Scope. This document covers the DV mode only — 4800 bit/s GMSK voice + slow data. D-STAR's DD (Digital Data) mode — 128 kbit/s GMSK, data only, 23 cm band — is a different waveform and is out of scope and not implemented. The gateway / callsign-routing network layer (the DPlus/DExtra/G2 reflector protocols riding above the RF header) is likewise out of scope; this is a receiver for the on-air DV frame, not a gateway.


2. Background: real D-STAR

2.1 DV mode

D-STAR DV is GMSK — Gaussian minimum-shift keying — at 4800 bit/s with a Gaussian pulse of bandwidth-time product BT ≈ 0.5 and modulation index h = 0.5. Because GMSK is a form of continuous-phase FM, a DV signal can be received by an ordinary FM receiver and taken to baseband by its discriminator, exactly like the other voice modes here. The 4800 bit/s splits as:

  • 3600 bit/s voice — a 2400 bit/s full-rate AMBE parameter stream plus 1200 bit/s of Golay/scramble FEC, carried as 72 bits per 20 ms frame.
  • 1200 bit/s data — the slow-data channel, 24 bits per frame, carrying the 20-character TX message, GPS/APRS sentences, or the periodic sync word.

At 4800 bit/s a 96-bit frame is 20 ms, so DV runs 50 frames/s (72 bit ÷ 20 ms = 3600 bit/s voice; 24 bit ÷ 20 ms = 1200 bit/s data — confirmed in app/radio/dstar.py, FRAME = 96, BAUD = 4800).

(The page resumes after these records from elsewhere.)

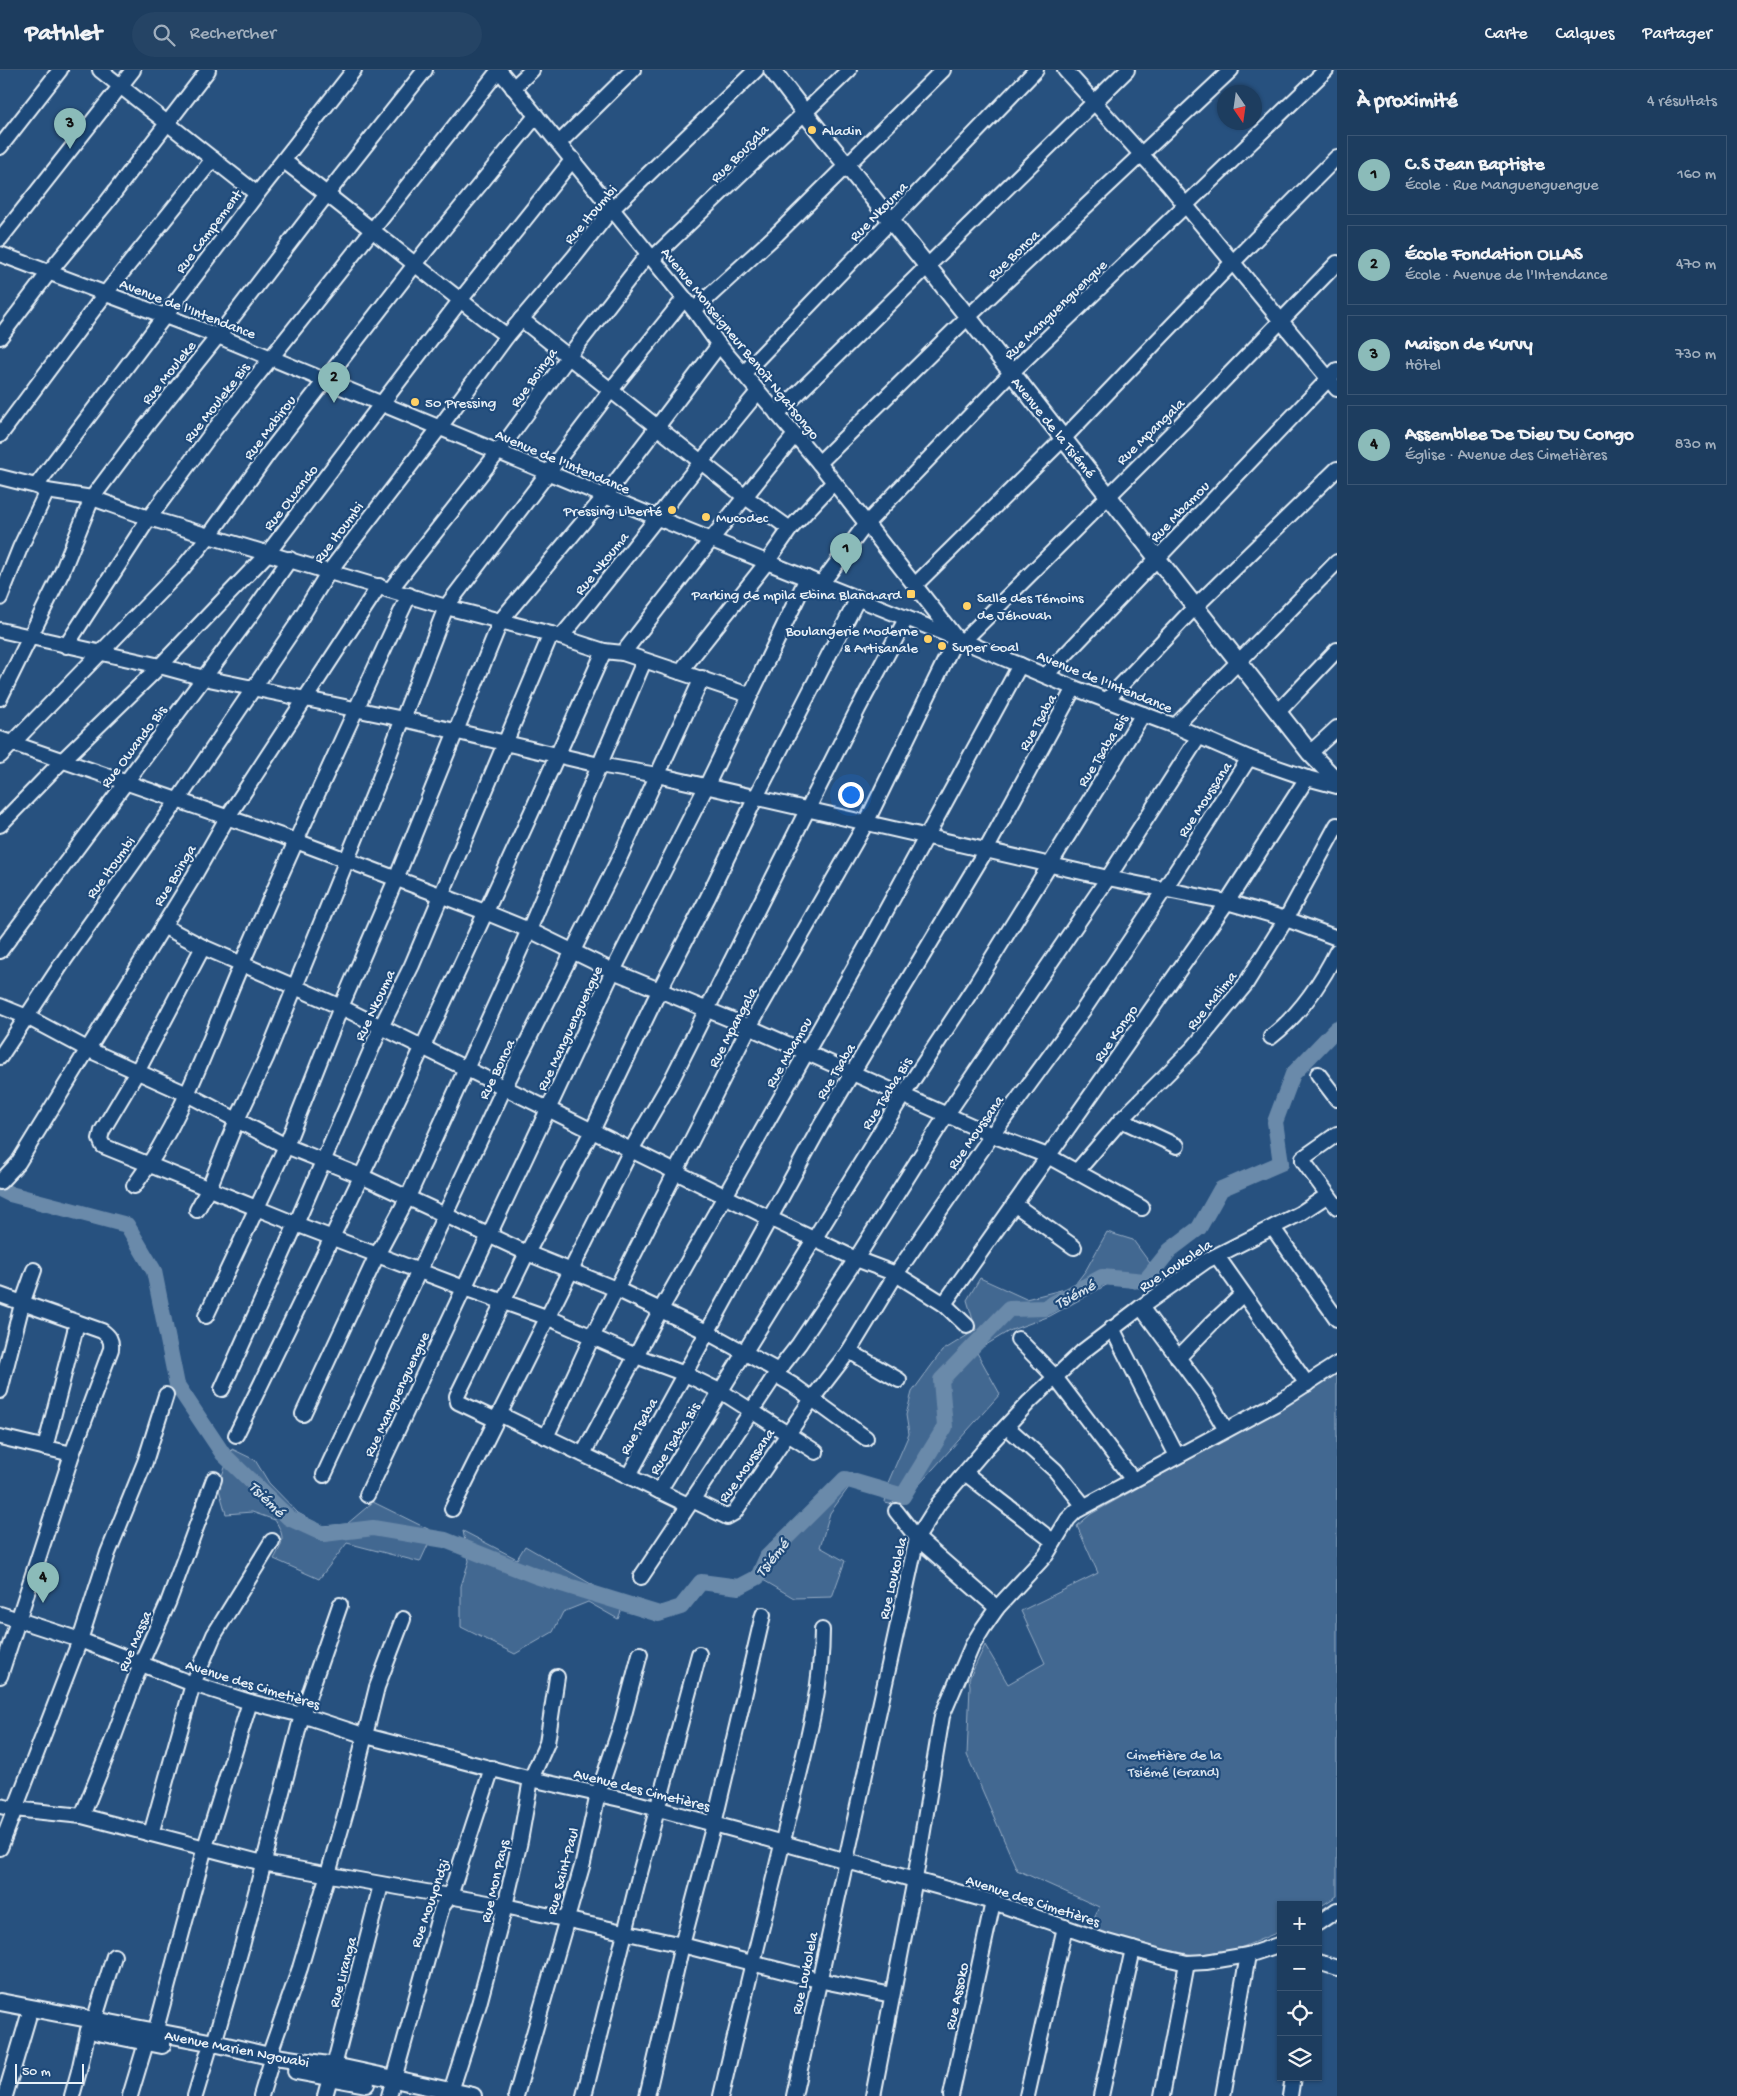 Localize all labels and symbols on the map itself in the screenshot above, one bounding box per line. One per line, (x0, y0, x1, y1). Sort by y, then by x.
north arrow (1217, 85, 1262, 130)
pin: 3 (54, 108, 86, 149)
street label: Rue Bouzala (707, 121, 774, 187)
place label: Aladin (822, 123, 862, 141)
marker: Aladin (806, 124, 818, 136)
street label: Rue Nkouma (846, 178, 913, 246)
street label: Rue Itoumbi (561, 182, 622, 249)
street label: Rue Campement (172, 185, 248, 278)
street label: Rue Bonoa (984, 226, 1045, 284)
street label: Avenue Monseigneur Benoît Ngatsongo (656, 244, 823, 444)
street label: Rue Manguenguengue (1001, 256, 1112, 364)
street label: Avenue de l'Intendance (117, 276, 258, 344)
street label: Rue Mouleke (138, 338, 201, 409)
street label: Rue Boinga (507, 344, 563, 411)
street label: Rue Mouleke Bis (181, 359, 255, 447)
pin: 2 (318, 362, 350, 403)
street label: Avenue de la Tsiémé (1006, 374, 1099, 483)
street label: Rue Mabirou (240, 392, 301, 464)
place label: 50 Pressing (425, 395, 496, 413)
street label: Rue Mpangala (1114, 395, 1190, 469)
marker: 50 Pressing (409, 396, 421, 408)
street label: Avenue de l'Intendance (492, 426, 633, 499)
street label: Rue Owando (260, 461, 323, 535)
street label: Rue Mbamou (1147, 478, 1214, 547)
street label: Rue Itoumbi (311, 499, 369, 568)
place label: Pressing Liberté (563, 503, 662, 521)
marker: Pressing Liberté (666, 504, 678, 516)
place label: Mucodec (716, 510, 769, 528)
marker: Mucodec (700, 511, 712, 523)
street label: Rue Nkouma (571, 528, 634, 600)
pin: 1 (830, 533, 862, 574)
place label: Parking de mpila Ebina Blanchard (691, 587, 902, 605)
marker: Parking de mpila Ebina Blanchard (905, 588, 917, 600)
place label: Salle des Témoins de Jéhovah (977, 590, 1084, 625)
marker: Salle des Témoins de Jéhovah (961, 600, 973, 612)
place label: Boulangerie Moderne & Artisanale (785, 623, 918, 658)
marker: Boulangerie Moderne & Artisanale (922, 633, 934, 645)
place label: Super Goal (952, 639, 1019, 657)
marker: Super Goal (936, 640, 948, 652)
street label: Avenue de l'Intendance (1034, 647, 1175, 718)
street label: Rue Tsaba (1016, 691, 1062, 754)
street label: Rue Owando Bis (98, 702, 172, 792)
street label: Rue Tsaba Bis (1074, 711, 1133, 791)
street label: Rue Moussana (1175, 758, 1237, 841)
your location (838, 782, 864, 808)
street label: Rue Itoumbi (83, 834, 140, 903)
street label: Rue Boinga (150, 841, 202, 910)
street label: Rue Manguenguengue (534, 963, 608, 1094)
street label: Rue Nkouma (351, 967, 400, 1044)
street label: Rue Malima (1183, 968, 1242, 1034)
street label: Rue Mpangala (705, 984, 763, 1071)
street label: Rue Kongo (1090, 1002, 1143, 1066)
street label: Rue Mbamou (762, 1015, 817, 1091)
street label: Rue Bonoa (475, 1036, 520, 1103)
street label: Rue Tsaba (813, 1040, 861, 1103)
street label: Rue Tsaba Bis (858, 1054, 917, 1134)
street label: Rue Moussana (945, 1092, 1009, 1174)
street label: Rue Loukolela (1136, 1236, 1217, 1297)
water label: Tsiémé (1052, 1276, 1101, 1315)
street label: Rue Manguenguengue (361, 1329, 435, 1460)
street label: Rue Tsaba (617, 1395, 663, 1458)
street label: Rue Tsaba Bis (646, 1399, 705, 1479)
street label: Rue Moussana (716, 1425, 780, 1507)
water label: Tsiémé (243, 1479, 289, 1524)
water label: Tsiémé (753, 1535, 796, 1582)
street label: Rue Loukolela (876, 1535, 912, 1621)
pin: 4 (27, 1562, 59, 1603)
street label: Rue Massa (115, 1608, 157, 1675)
street label: Avenue des Cimetières (183, 1657, 322, 1715)
park label: Cimetière de la Tsiémé (Grand) (1126, 1747, 1222, 1782)
street label: Avenue des Cimetières (572, 1765, 712, 1817)
street label: Rue Saint-Paul (544, 1826, 584, 1917)
street label: Rue Mon Pays (478, 1838, 514, 1925)
street label: Rue Mouyondzi (407, 1857, 454, 1950)
street label: Avenue des Cimetières (963, 1872, 1102, 1932)
street label: Rue Loukolela (788, 1930, 824, 2016)
street label: Rue Liranga (326, 1934, 362, 2010)
street label: Rue Assoko (942, 1961, 974, 2032)
street label: Avenue Marien Ngouabi (163, 2027, 311, 2073)
scale bar (15, 2061, 84, 2084) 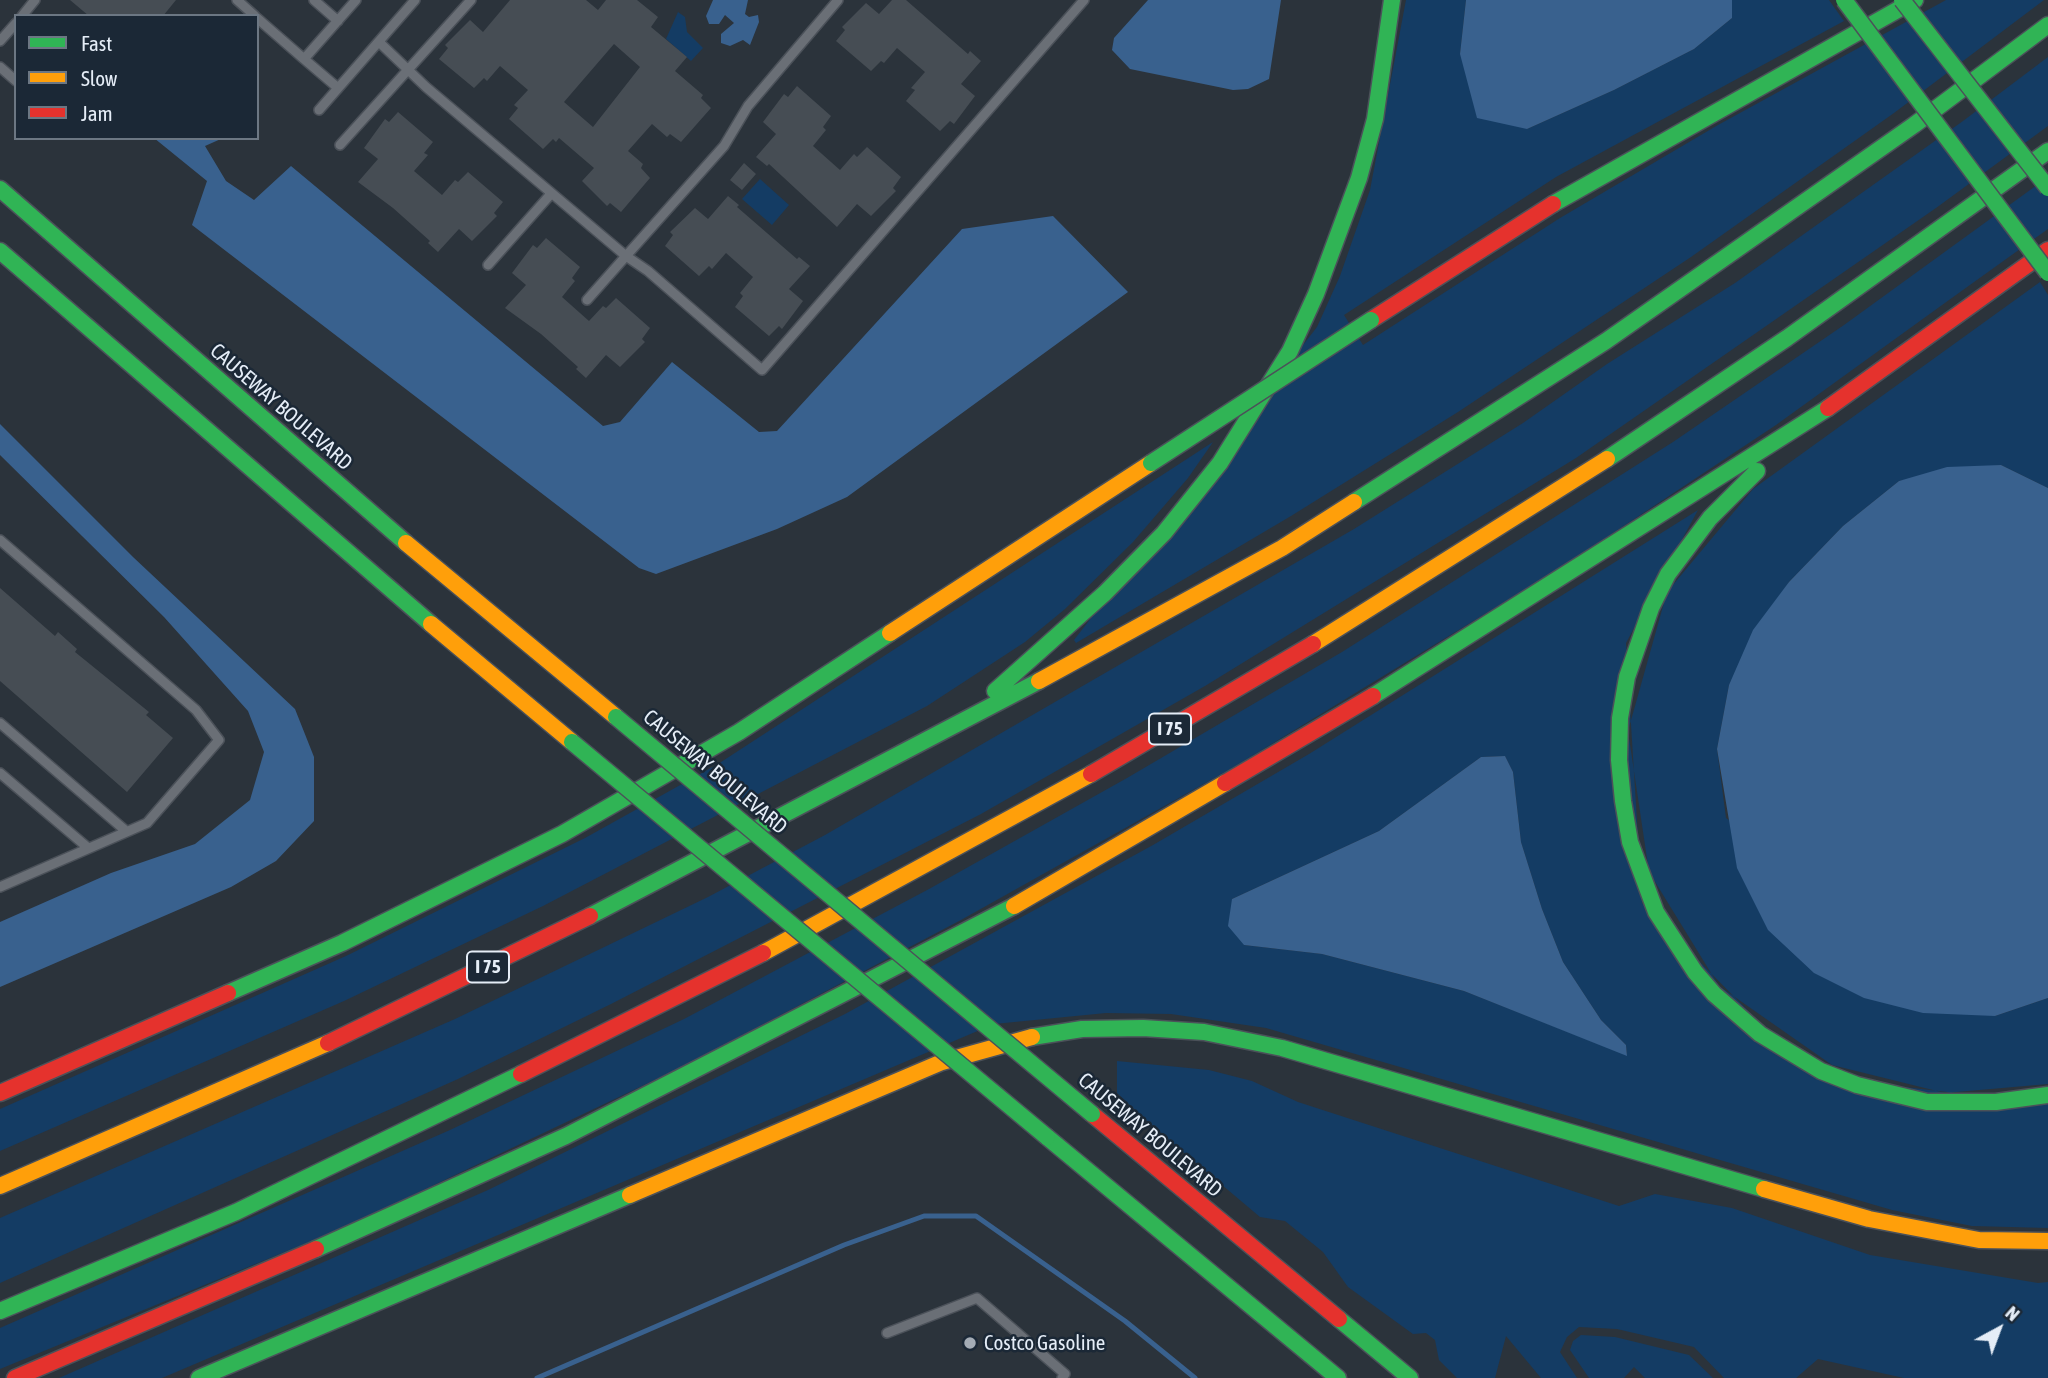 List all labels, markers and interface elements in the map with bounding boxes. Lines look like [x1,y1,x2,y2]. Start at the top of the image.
legend [14,14,259,140]
text: Fast [81,31,112,55]
text: Slow [81,66,117,90]
text: Jam [81,101,113,125]
street label: CAUSEWAY BOULEVARD [205,338,357,476]
street label: CAUSEWAY BOULEVARD [638,704,792,840]
road number: I 75 [1149,714,1191,744]
road number: I 75 [467,951,509,982]
street label: CAUSEWAY BOULEVARD [1073,1067,1227,1203]
north arrow [1964,1294,2034,1364]
text: N [2001,1301,2024,1325]
place label: Costco Gasoline [984,1330,1105,1356]
marker: Costco Gasoline [962,1335,978,1351]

2.2 The transmission and the radio header

A DV transmission is a fixed sequence: a bit-sync preamble (alternating 1010…), a frame-sync word, the radio header, then the voice+data frames, closed by a termination sequence. The radio header is the routing block: three flag bytes and four 8-character callsign fields —

  • RPT2 — the gateway / link repeater callsign,
  • RPT1 — the access (local) repeater callsign,
  • UR (YOUR) — the destination callsign, or CQCQCQ for a general call,
  • MY — the transmitting station's callsign, plus a 4-character suffix (e.g. an equipment tag) —

protected by a 16-bit CRC and then heavily FEC-coded (convolution + interleave + scramble) up to 660 on-air bits, because losing the header loses the whole call's routing.

2.3 Callsign routing

D-STAR is a routed network: the four callsign fields in the header let a repeater decide where a call goes. RPT1/RPT2 name the local repeater and its gateway; UR names either a specific station to route to (callsign routing) or CQCQCQ for an open call on the local/linked machine. This receiver surfaces all four fields plus the MY suffix; it does not act on them (no gateway).

2.4 DV vs DD

Two D-STAR air interfaces exist. DV (this document) is 4800 bit/s GMSK voice + slow data, on 2 m / 70 cm / 23 cm. DD is 128 kbit/s GMSK data-only, 23 cm only, with an Ethernet-like framing — a different modem entirely, not covered here.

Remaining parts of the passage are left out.